▶ Instructions for the task
Please copy out all lines of the entries that contain the word "above".
Start of Records for this task
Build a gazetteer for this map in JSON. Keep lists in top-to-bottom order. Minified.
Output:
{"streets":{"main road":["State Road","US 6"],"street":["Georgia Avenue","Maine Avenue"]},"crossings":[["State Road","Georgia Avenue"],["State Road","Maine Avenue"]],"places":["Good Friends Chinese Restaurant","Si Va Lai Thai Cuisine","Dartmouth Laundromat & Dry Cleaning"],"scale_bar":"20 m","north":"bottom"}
End of Records for this task
Start of Records for this task
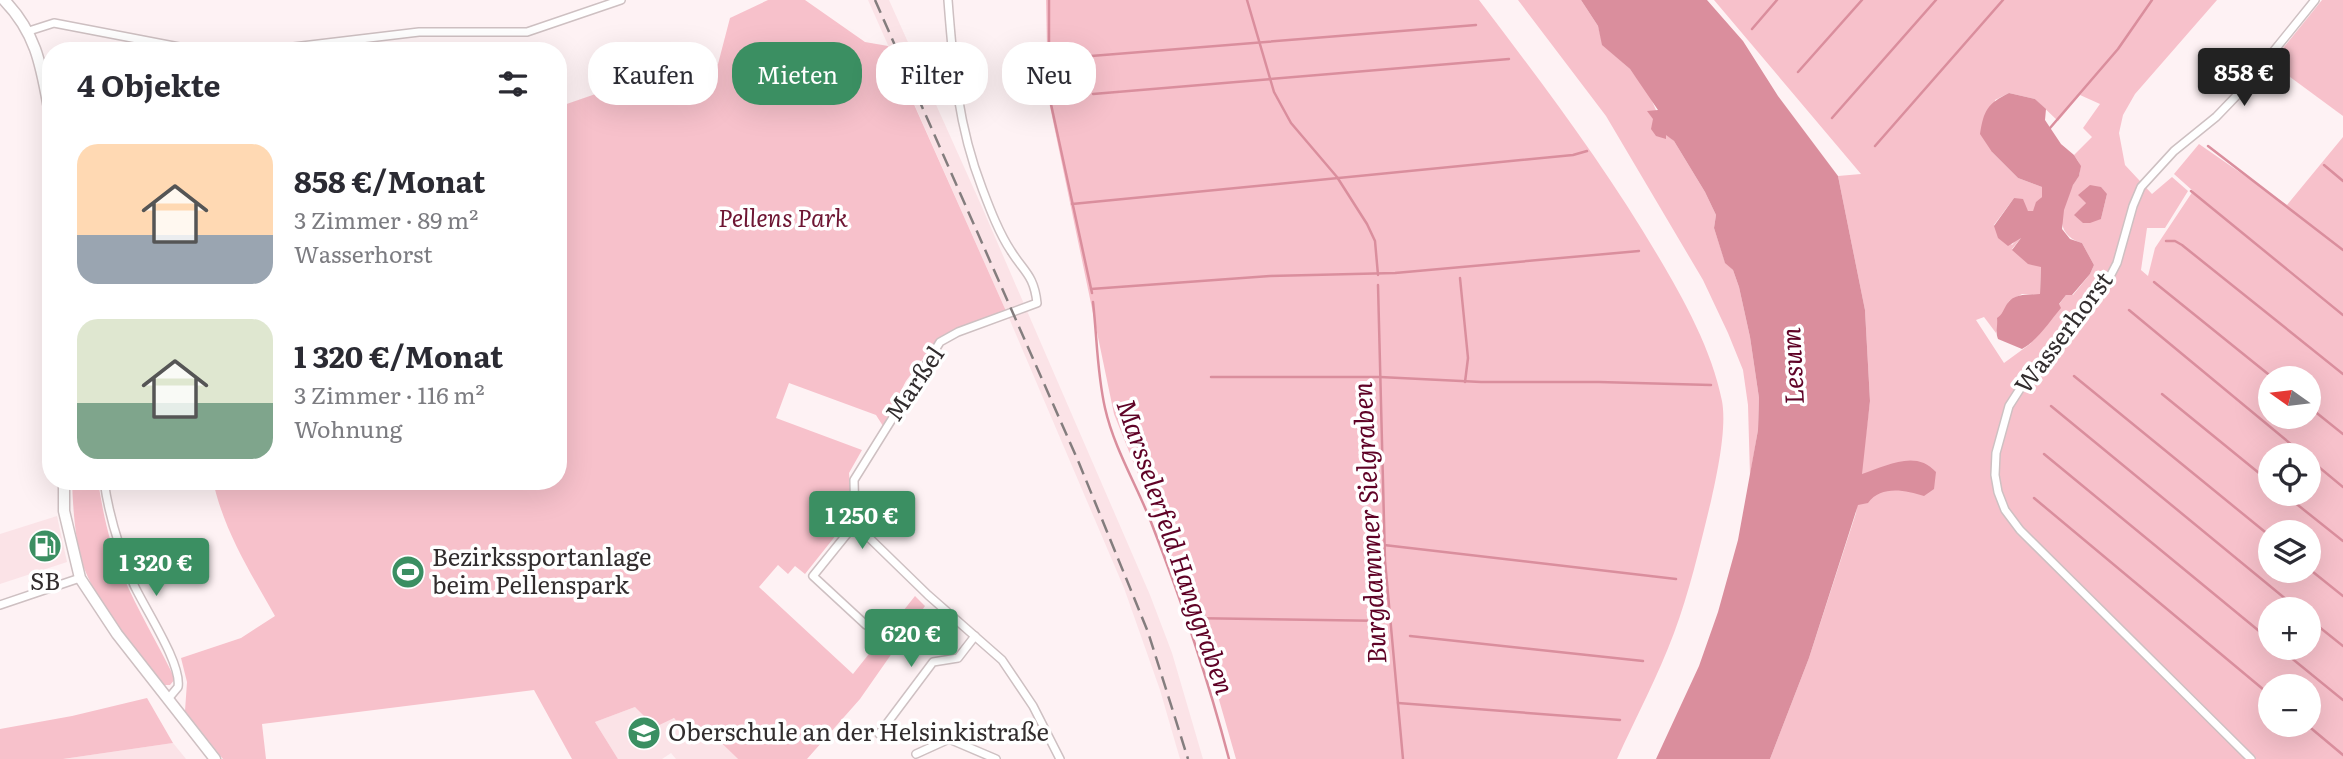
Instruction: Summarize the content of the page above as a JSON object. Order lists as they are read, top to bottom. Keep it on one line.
End of Records for this task
Start of Records for this task
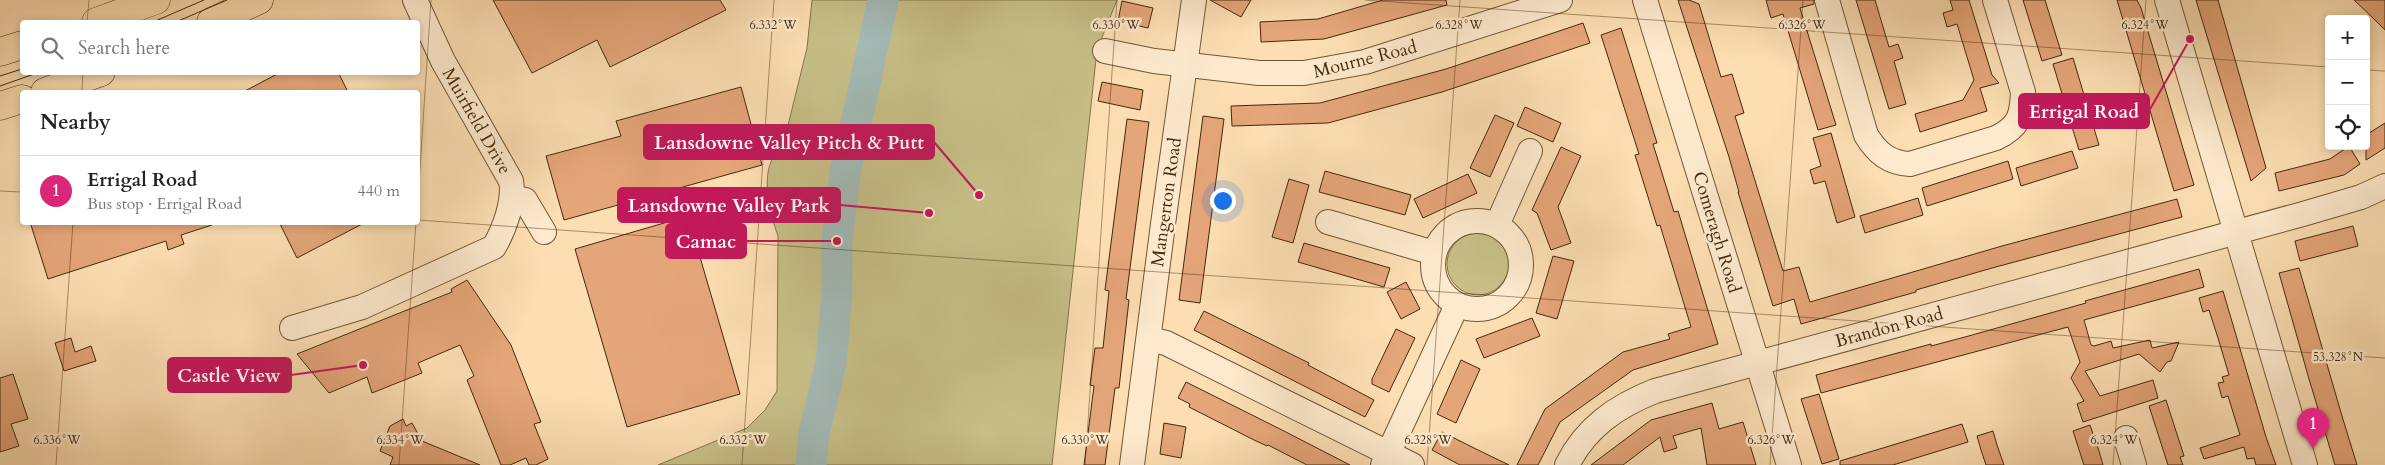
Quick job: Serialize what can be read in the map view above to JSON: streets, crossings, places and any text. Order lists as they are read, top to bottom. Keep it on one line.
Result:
End of Records for this task
▶ Answer
Instruction: Summarize the content of the page above as a JSON object. Order lists as they are read, top to bottom. Keep it on one line.
Quick job: Serialize what can be read in the map view above to JSON: streets, crossings, places and any text. Order lists as they are read, top to bottom. Keep it on one line.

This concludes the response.